In the meantime, I have been designing a CRISPR Cas-9 experiment to generate other cell lines with V5-tagged H1 isoforms. This has been a bit of a learning curve for me, since I have no previous experience with CRISPR. I have looked into a few papers that have optimized CRISPR protocols for their own purposes. I’ve also been testing out some of the online tools for designing guide RNA and donor DNA templates to gain a clearer idea of how to proceed with this project.

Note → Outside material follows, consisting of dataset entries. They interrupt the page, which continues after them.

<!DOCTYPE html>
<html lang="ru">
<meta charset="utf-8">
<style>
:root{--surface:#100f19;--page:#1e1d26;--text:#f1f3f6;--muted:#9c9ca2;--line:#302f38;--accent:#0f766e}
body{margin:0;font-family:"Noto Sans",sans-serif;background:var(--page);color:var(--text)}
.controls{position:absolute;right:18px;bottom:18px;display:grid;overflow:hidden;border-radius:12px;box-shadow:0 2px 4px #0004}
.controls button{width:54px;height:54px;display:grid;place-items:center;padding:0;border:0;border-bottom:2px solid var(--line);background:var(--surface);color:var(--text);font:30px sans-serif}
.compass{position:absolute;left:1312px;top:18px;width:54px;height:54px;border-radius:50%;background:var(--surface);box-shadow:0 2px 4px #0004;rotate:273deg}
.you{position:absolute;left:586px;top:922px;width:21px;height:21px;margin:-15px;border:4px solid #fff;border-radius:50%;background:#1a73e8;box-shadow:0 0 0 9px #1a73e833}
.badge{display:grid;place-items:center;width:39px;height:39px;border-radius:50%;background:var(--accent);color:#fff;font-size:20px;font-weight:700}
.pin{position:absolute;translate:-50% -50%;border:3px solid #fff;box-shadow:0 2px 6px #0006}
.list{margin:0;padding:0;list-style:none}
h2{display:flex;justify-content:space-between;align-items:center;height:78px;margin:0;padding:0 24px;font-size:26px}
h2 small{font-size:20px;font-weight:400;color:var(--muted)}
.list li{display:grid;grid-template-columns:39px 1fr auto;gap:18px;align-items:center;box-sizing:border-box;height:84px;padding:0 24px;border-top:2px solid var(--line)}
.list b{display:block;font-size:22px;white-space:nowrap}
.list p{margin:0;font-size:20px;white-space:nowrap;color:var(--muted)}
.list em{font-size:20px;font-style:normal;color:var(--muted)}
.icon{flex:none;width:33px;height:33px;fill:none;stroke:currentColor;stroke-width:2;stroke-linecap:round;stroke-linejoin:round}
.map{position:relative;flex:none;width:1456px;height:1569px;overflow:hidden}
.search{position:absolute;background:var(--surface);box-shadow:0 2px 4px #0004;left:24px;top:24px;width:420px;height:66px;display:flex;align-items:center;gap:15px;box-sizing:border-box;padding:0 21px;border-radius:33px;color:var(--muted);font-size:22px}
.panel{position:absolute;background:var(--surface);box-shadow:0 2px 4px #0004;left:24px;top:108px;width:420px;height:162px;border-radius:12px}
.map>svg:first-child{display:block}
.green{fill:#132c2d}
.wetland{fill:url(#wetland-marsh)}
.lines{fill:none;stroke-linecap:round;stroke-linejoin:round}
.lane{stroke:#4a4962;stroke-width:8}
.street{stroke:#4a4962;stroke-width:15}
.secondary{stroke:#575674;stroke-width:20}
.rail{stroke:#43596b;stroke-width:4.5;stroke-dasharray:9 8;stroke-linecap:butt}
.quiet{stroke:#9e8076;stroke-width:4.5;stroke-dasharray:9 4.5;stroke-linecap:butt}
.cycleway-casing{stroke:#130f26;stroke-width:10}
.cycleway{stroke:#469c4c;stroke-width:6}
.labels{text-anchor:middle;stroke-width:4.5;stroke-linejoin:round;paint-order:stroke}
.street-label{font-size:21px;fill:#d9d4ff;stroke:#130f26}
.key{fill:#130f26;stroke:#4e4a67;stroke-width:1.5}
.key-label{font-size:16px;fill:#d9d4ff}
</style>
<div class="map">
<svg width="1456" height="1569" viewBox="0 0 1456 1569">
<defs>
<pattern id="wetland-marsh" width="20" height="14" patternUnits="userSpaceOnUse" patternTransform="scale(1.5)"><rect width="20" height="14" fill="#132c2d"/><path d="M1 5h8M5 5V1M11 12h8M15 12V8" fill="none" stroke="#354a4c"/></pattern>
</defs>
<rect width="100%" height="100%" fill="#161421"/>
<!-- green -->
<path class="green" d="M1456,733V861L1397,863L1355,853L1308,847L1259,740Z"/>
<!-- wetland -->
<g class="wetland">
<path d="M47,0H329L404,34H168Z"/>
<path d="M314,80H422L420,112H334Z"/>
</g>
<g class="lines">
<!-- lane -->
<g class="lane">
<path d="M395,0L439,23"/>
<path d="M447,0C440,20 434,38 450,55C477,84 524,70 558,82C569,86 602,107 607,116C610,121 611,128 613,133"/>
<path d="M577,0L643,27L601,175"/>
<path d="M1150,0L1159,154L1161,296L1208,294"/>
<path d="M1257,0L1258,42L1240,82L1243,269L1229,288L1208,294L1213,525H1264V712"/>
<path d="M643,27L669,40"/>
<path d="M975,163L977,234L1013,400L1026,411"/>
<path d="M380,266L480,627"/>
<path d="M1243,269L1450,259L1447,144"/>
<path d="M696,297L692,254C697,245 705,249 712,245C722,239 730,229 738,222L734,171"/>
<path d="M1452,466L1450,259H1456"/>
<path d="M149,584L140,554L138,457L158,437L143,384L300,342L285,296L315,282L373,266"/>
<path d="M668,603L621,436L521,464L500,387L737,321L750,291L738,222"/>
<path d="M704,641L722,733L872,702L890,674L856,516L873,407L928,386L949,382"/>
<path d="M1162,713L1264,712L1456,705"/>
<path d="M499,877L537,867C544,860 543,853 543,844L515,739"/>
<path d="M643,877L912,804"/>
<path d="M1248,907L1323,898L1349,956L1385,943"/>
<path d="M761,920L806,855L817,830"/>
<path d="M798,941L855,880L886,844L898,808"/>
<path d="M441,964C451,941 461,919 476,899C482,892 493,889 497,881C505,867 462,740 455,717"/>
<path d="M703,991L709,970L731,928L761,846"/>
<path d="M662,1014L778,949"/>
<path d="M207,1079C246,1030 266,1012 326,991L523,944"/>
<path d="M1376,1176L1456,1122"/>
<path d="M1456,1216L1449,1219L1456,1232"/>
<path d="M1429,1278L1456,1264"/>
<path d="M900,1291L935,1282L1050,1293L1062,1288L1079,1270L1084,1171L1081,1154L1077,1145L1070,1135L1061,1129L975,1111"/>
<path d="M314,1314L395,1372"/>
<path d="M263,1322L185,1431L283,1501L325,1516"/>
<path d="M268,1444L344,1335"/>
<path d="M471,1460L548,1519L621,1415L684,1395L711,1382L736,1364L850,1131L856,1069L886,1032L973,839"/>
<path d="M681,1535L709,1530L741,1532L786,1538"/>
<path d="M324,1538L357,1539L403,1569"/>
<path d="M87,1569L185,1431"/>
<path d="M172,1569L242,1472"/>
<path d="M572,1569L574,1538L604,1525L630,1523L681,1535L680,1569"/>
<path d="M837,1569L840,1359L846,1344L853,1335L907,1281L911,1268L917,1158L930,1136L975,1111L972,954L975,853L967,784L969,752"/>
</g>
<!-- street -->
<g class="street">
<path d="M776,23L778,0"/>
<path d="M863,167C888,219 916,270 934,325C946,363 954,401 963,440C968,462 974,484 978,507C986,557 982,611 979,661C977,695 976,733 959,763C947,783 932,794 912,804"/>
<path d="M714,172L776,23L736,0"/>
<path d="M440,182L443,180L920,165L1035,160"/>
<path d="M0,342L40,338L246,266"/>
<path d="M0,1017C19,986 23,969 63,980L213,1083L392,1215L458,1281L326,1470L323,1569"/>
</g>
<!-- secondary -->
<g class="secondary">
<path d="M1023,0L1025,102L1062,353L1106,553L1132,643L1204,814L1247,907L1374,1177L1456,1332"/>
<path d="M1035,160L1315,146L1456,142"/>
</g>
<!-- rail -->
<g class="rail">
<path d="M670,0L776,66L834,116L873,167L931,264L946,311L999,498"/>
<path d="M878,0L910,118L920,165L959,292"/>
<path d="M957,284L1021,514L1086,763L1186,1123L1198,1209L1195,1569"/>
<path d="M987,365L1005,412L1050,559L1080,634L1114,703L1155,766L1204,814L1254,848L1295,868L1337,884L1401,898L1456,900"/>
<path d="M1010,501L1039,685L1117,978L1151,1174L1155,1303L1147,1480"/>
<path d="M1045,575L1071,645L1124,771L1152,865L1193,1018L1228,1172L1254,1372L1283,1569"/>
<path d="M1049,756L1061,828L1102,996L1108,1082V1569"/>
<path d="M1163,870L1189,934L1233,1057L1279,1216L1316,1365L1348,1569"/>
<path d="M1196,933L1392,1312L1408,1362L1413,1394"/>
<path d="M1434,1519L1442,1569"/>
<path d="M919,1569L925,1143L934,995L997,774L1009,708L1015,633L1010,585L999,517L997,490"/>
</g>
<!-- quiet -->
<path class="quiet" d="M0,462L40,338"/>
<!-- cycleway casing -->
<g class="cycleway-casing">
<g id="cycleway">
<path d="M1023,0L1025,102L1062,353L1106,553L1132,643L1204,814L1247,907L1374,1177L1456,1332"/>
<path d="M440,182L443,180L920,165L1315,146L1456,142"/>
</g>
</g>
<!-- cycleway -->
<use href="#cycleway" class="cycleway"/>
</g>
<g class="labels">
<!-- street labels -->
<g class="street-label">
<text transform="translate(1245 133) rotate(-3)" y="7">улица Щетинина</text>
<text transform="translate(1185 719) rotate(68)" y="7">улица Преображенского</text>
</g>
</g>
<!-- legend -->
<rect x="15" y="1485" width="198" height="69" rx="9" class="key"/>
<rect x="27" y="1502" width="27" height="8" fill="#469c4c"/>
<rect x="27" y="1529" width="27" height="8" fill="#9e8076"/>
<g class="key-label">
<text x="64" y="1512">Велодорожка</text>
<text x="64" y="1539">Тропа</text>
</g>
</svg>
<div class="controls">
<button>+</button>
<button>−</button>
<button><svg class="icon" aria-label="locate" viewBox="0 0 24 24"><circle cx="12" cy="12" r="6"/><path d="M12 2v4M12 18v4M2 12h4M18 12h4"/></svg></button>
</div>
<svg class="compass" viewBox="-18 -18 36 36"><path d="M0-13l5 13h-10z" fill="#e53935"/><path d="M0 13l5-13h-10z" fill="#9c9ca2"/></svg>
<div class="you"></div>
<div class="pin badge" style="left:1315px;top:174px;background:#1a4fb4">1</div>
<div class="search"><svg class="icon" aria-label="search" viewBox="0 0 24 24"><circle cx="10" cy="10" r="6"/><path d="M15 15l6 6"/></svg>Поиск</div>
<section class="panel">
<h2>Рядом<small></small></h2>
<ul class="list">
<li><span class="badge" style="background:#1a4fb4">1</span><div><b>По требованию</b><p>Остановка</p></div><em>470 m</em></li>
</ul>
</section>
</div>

I had the opportunity to shadow Dr. Morales in the infectious diseases department again. One interesting part that I was able to experience was the process for deciding how to treat a patient with latent tuberculosis. It was very intriguing to see how Dr. Morales chose which medication would be best suited for the patient’s specific situation. There are two main medications that are generally used to treat latent tuberculosis, but it was important to check for interactions between the tuberculosis treatments and any current medications the patient was on. For example, the patient was also taking risankizumab, an IL-23 inhibitor, to treat their psoriasis. As an interesting side note, Dr. Morales explained that psoriasis used to commonly be treated with tumor necrosis factor (TNF) antagonists that would target a cytokine responsible for regulating inflammatory processes, however these TNF antagonists can be associated with increased risk of serious infections, such as tuberculosis, because they are not very specific. The IL-23 inhibitor this patient was taking is a more targeted method of psoriasis therapy believed to be a safer option than the TNF treatment. Dr. Morales also had to take into consideration the side effects of each of the medications, as well as which would be preferable given the patient’s work and lifestyle. For example, one of the treatments had potential to affect liver function, so she had to verify that the patient had good liver condition in order to consider that as an option. Even though this was a quick visit, there were many key factors that needed to be considered in order to determine the best way to move forward with treating the patient. These types of experiences really make me think more carefully about the aspects that engineers must acknowledge when developing medical technologies and how important it is to gain a multi-perspective view of the problem, so that key components are not missed.